O: Only out of interest

  • Did you ever hear about Octave before?
    Yes, I have heard of GNU Octave before.
    • If so, when and where? How far have you been involved already?
      I started using Octave for my online Machine Learning Course by Andrew Ng in Coursera.
  • What was the first question concerning Octave you could not find an answer to rather quickly? Of course more than one question can be stated. We try to improve based on this each year! Includes learning how to use it, code, website, GSoC application, …
    I think complete steps to build Octave from source. The reason for that is that there is not much in the Octave docs. And there are more than one wiki describing the same things with different ways. It might be better to always update the Octave docs about the installation instruction. Here is what the octave docs shows now: link.
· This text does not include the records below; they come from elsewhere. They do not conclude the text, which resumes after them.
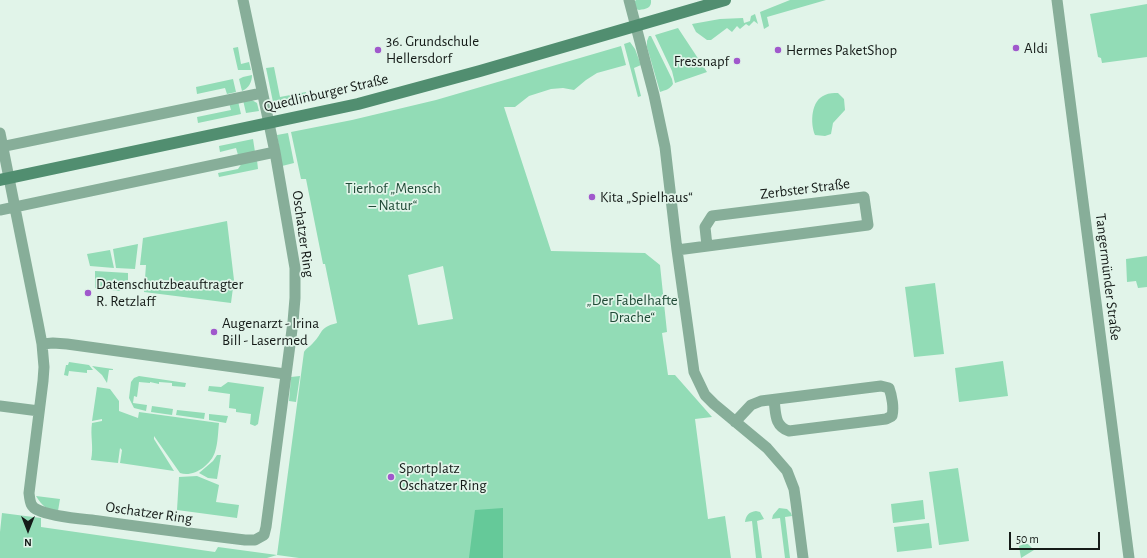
<!DOCTYPE html>
<html>
<head>
<meta charset="utf-8">
<style>
  body { margin:0 }
  #map { position:relative; width:1147px; height:558px; overflow:hidden; background:#e1f4e9; font-family:"Alegreya Sans",sans-serif }
  canvas { display:block }
  .north { position:absolute; left:8px; top:510px; width:40px; height:40px; -webkit-text-stroke:3px #e1f4e9; paint-order:stroke; rotate:180deg; font-size:11px; font-weight:700; line-height:16px; text-align:center; color:#151b18 }
  .north::after { content:''; display:block; margin:auto; width:14px; height:18px; background:#151b18; clip-path:polygon(50% 0,100% 100%,50% 72%,0 100%) }
  .scale { position:absolute; left:1009px; top:532px; width:91px; height:18px; box-sizing:border-box; border:2px solid #151b18; border-top:0; padding-left:5px; font-size:12px; line-height:14px; white-space:nowrap; color:#151b18; -webkit-text-stroke:3px #e1f4e9; paint-order:stroke }
</style>
</head>
<body>
<div id="map">
<canvas width="1147" height="558"></canvas>
<div class="north">N</div>
<div class="scale">50 m</div>
</div>
<script>
const c = document.querySelector('canvas').getContext('2d');
c.lineJoin = 'round';
function fillPath(path, color) { c.fillStyle = color; c.fill(path, 'evenodd'); }
function stroke(path, color, width, dash) { c.strokeStyle = color; c.lineWidth = width; c.lineCap = dash ? 'butt' : 'round'; c.setLineDash(dash || []); c.stroke(path); }
function write(font, color, halo, rows, align = 'center') {
  c.font = font + ' "Alegreya Sans",sans-serif'; c.lineWidth = 3.5; c.setLineDash([]); c.textBaseline = 'middle'; c.strokeStyle = halo; c.fillStyle = color; for (const [text, x, y, turn = 0] of rows) {
    c.save(); c.translate(x, y); c.rotate((+turn || 0) * Math.PI / 180); c.textAlign = isNaN(turn) ? turn : align; if (halo) c.strokeText(text, 0, 0); c.fillText(text, 0, 0); c.restore();
  }
}
fillPath(new Path2D(`
  M 636,0 L 651,0 C 652,8 646,9 639,10 L 636,9 L 634,2 Z
  M 790,0 L 826,0 L 767,17 L 769,26 L 764,29 L 760,12 Z
  M 1147,4 L 1147,57 L 1102,63 L 1101,58 L 1098,57 L 1090,14 Z
  M 755,14 L 758,24 L 754,21 L 749,26 L 746,24 L 740,29 L 737,26 L 732,32 L 727,28 L 711,40 L 707,40 L 696,32 L 692,24 L 720,19 L 743,18 L 744,23 L 750,21 L 751,16 Z
  M 678,28 L 707,72 L 675,83 L 672,71 L 655,35 Z
  M 649,36 L 651,36 L 672,79 L 673,84 C 670,89 666,90 660,92 L 647,47 L 647,41 Z
  M 630,42 L 635,49 L 641,65 L 634,68 L 641,96 L 638,97 L 624,44 Z
  M 621,46 L 626,65 L 597,73 L 586,80 L 574,90 L 563,88 L 551,89 L 529,96 L 515,107 L 504,107 L 551,251 L 645,253 L 660,265 L 667,332 L 662,333 L 668,375 L 675,375 L 712,417 L 695,419 L 708,519 L 725,516 L 731,558 L 503,558 L 502,556 L 469,558 L 299,558 L 277,555 L 267,558 L 0,558 L 0,532 L 2,513 L 41,518 L 41,527 L 215,552 L 218,547 L 277,555 L 304,352 C 306,348 310,347 313,343 C 324,332 318,328 337,323 L 325,264 L 323,264 L 306,179 L 301,179 L 291,132 L 352,120 L 436,100 ZM 443,266 L 453,319 L 418,325 L 408,275 Z
  M 238,47 L 241,64 L 249,62 L 251,70 L 238,70 L 233,48 Z
  M 274,67 L 280,97 L 306,92 L 307,101 L 281,106 L 274,105 L 273,102 L 266,68 Z
  M 252,75 C 252,82 249,88 242,91 L 239,79 L 243,77 Z
  M 233,79 L 236,92 L 227,94 L 225,88 L 197,94 L 196,87 Z
  M 838,93 L 844,99 L 845,110 L 833,123 L 831,134 L 825,136 L 815,135 C 810,123 811,100 825,95 C 829,93 834,93 838,93 Z
  M 250,99 L 257,103 L 259,111 L 246,113 L 243,100 Z
  M 238,101 L 241,114 L 198,123 L 197,117 L 231,110 L 229,103 Z
  M 288,133 L 294,163 L 282,166 L 277,135 Z
  M 253,139 L 255,152 L 238,155 L 236,148 L 220,152 L 219,146 Z
  M 257,160 L 258,169 L 219,177 L 218,173 L 238,169 L 242,163 Z
  M 227,221 L 234,280 L 231,303 L 144,292 L 146,265 L 140,265 L 143,238 Z
  M 138,244 L 135,269 L 116,268 L 113,249 Z
  M 110,250 L 114,268 L 90,266 L 87,254 Z
  M 1147,256 L 1147,287 L 1138,288 L 1136,281 L 1127,282 L 1126,259 Z
  M 95,271 L 128,273 L 128,281 L 122,281 L 120,291 L 95,288 Z
  M 935,283 L 944,354 L 914,357 L 905,287 Z
  M 1003,361 L 1008,396 L 959,402 L 955,368 Z
  M 69,362 L 89,365 L 93,370 L 87,370 L 87,373 L 69,371 L 68,376 L 64,375 L 66,365 L 68,365 Z
  M 92,366 L 113,369 L 113,370 L 109,370 L 107,383 L 102,375 Z
  M 139,376 L 186,383 L 185,387 L 172,386 L 172,383 L 159,382 L 159,384 L 150,382 L 150,383 L 139,382 L 137,397 L 134,396 L 133,403 L 147,405 L 146,411 L 134,408 L 129,398 L 131,382 L 134,378 Z
  M 300,376 L 296,402 L 289,401 L 291,377 Z
  M 228,382 L 264,387 L 258,424 L 255,426 L 250,424 L 251,414 L 236,412 L 236,409 L 229,408 L 230,394 L 208,391 L 209,386 L 221,387 Z
  M 97,387 L 110,389 L 119,401 L 119,411 L 138,418 L 139,412 L 219,423 C 218,432 218,443 215,452 C 211,465 193,478 180,473 L 154,436 L 154,439 L 174,471 L 120,463 L 122,450 L 120,448 L 118,463 L 91,460 C 94,447 90,436 92,423 L 102,421 L 102,419 L 92,421 Z
  M 152,406 L 173,409 L 172,415 L 151,412 Z
  M 177,410 L 205,413 L 204,419 L 176,415 Z
  M 209,414 L 228,416 L 226,423 L 209,420 Z
  M 217,455 L 221,455 L 217,479 L 208,478 L 199,473 L 213,461 Z
  M 958,468 L 969,541 L 939,545 L 929,472 Z
  M 197,476 L 219,485 L 216,502 L 239,505 L 237,518 L 177,510 L 179,477 Z
  M 36,496 L 60,499 L 58,511 C 46,509 43,507 36,496 Z
  M 923,500 L 925,519 L 893,523 L 891,504 Z
  M 779,508 L 787,509 L 791,513 L 792,516 L 785,517 L 790,558 L 785,558 L 780,518 L 772,519 L 773,515 Z
  M 756,511 L 760,512 L 764,519 L 757,521 L 762,558 L 756,558 L 752,521 L 745,522 C 746,515 749,512 756,511 Z
  M 929,523 L 932,548 L 897,552 L 894,527 Z
  M 1024,544 L 1028,544 L 1034,550 L 1021,558 L 1019,546 Z`), '#92dcb6');
fillPath(new Path2D(`
  M 503,508 L 503,558 L 469,558 L 475,510 Z`), '#65c999');
stroke(new Path2D(`
  M 629,0 L 654,95 L 665,147 L 677,250 L 694,372 L 705,395 L 714,404 L 767,448 L 787,471 L 794,489 L 796,503 L 803,558
  M 1057,0 L 1129,558
  M 0,133 L 38,323 L 42,344 L 44,367 L 43,381 L 29,493 C 30,501 30,507 38,510 C 52,517 83,519 99,521 C 148,528 196,534 245,540 L 255,540 L 264,535 L 266,527 L 293,322 L 295,298 L 295,268 L 275,152 L 243,0
  M 0,147 L 262,93
  M 0,210 L 275,152
  M 677,250 L 868,225 L 864,197 L 712,216 L 705,227 L 707,246
  M 42,344 L 53,343 L 67,344 L 285,374
  M 0,406 L 39,411
  M 735,422 L 751,405 L 761,401 L 881,386 L 889,388 C 892,396 894,408 892,416 L 886,419 L 789,431 C 774,426 776,413 774,400`), '#87ae99', 11);
stroke(new Path2D(`
  M 0,180 L 358,104 L 480,71 L 725,0`), '#518e70', 12);
for (const [x, y, r, color] of [
  [1016,48,4,"#a058cc"],
  [378,50,4,"#a058cc"],
  [778,50,4,"#a058cc"],
  [737,61,4,"#a058cc"],
  [592,197,4,"#a058cc"],
  [88,293,4,"#a058cc"],
  [214,332,4,"#a058cc"],
  [391,477,4,"#a058cc"]
]) { const dot = new Path2D(); dot.arc(x, y, r, 0, 2 * Math.PI); c.fillStyle = color; c.fill(dot); stroke(dot, '#e1f4e9', 1.5); }
write('15px', '#151b18', '#e1f4e9', [
  ["36. Grundschule",386,41],
  ["Hellersdorf",386,58],
  ["Aldi",1024,48],
  ["Hermes PaketShop",786,50],
  ["Fressnapf",729,61,"right"],
  ["Kita „Spielhaus“",600,197],
  ["Datenschutzbeauftragter",96,284],
  ["R. Retzlaff",96,301],
  ["Augenarzt - Irina",222,323],
  ["Bill - Lasermed",222,340],
  ["Sportplatz",399,468],
  ["Oschatzer Ring",399,485]
], 'left');
write('15px', '#151b18', '#e1f4e9', [
  ["Quedlinburger Straße",326,93,-13],
  ["Zerbster Straße",805,189,-7],
  ["Oschatzer Ring",303,234,82],
  ["Tangermünder Straße",1108,277,83],
  ["Oschatzer Ring",149,513,8]
]);
write('15px', '#214b37', '#e1f4e9', [
  ["Tierhof „Mensch",393,188],
  ["– Natur“",393,205],
  ["„Der Fabelhafte",632,300],
  ["Drache“",632,317]
]);
</script>
</body>
</html>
Apart from this the Octave manual has been very helpful with useful examples to understand the concepts.

P: Prerequisites

  • Please state the operating system you work with.
    • If you have access to more than one, please state them and the conditions under which you are granted this access.
  • Please estimate an average time per day you will be able to access
    • an internet connection
    • a computer
    • a computer with your progressing work on
  • Please describe the degree to which you can install new software on computers you have access to.

S: Self-assessment

  • Please describe how useful criticism looks from your point of view as committing student.
  • How autonomous are you when developing:
    • Do you like to discuss changes intensively and not start coding until you know what you want to do?
    • Do you like to code a proof of concept to 'see how it turns out', modifying that and taking the risk of having work thrown away if it doesn't match what the project or original proponent had in mind?

Y: Your task

  • Did you select a task from our list of proposals and ideas?
    • If yes, what task did you choose? Please describe what part of it you especially want to focus on if you can already provide this information. Please also wiki-link the page for your elaborated proposal here.
    • If you apply for a task you have added yourself instead, please describe this task, its scope and people you already talked to concerning it. What field of tasks did you miss on the list?
  • Please provide a rough estimated timeline for your work on the task. This should include the GSoC midterms and personal commitments like exams or vacation ("non-coding time"). If possible, include two or three milestones you expect.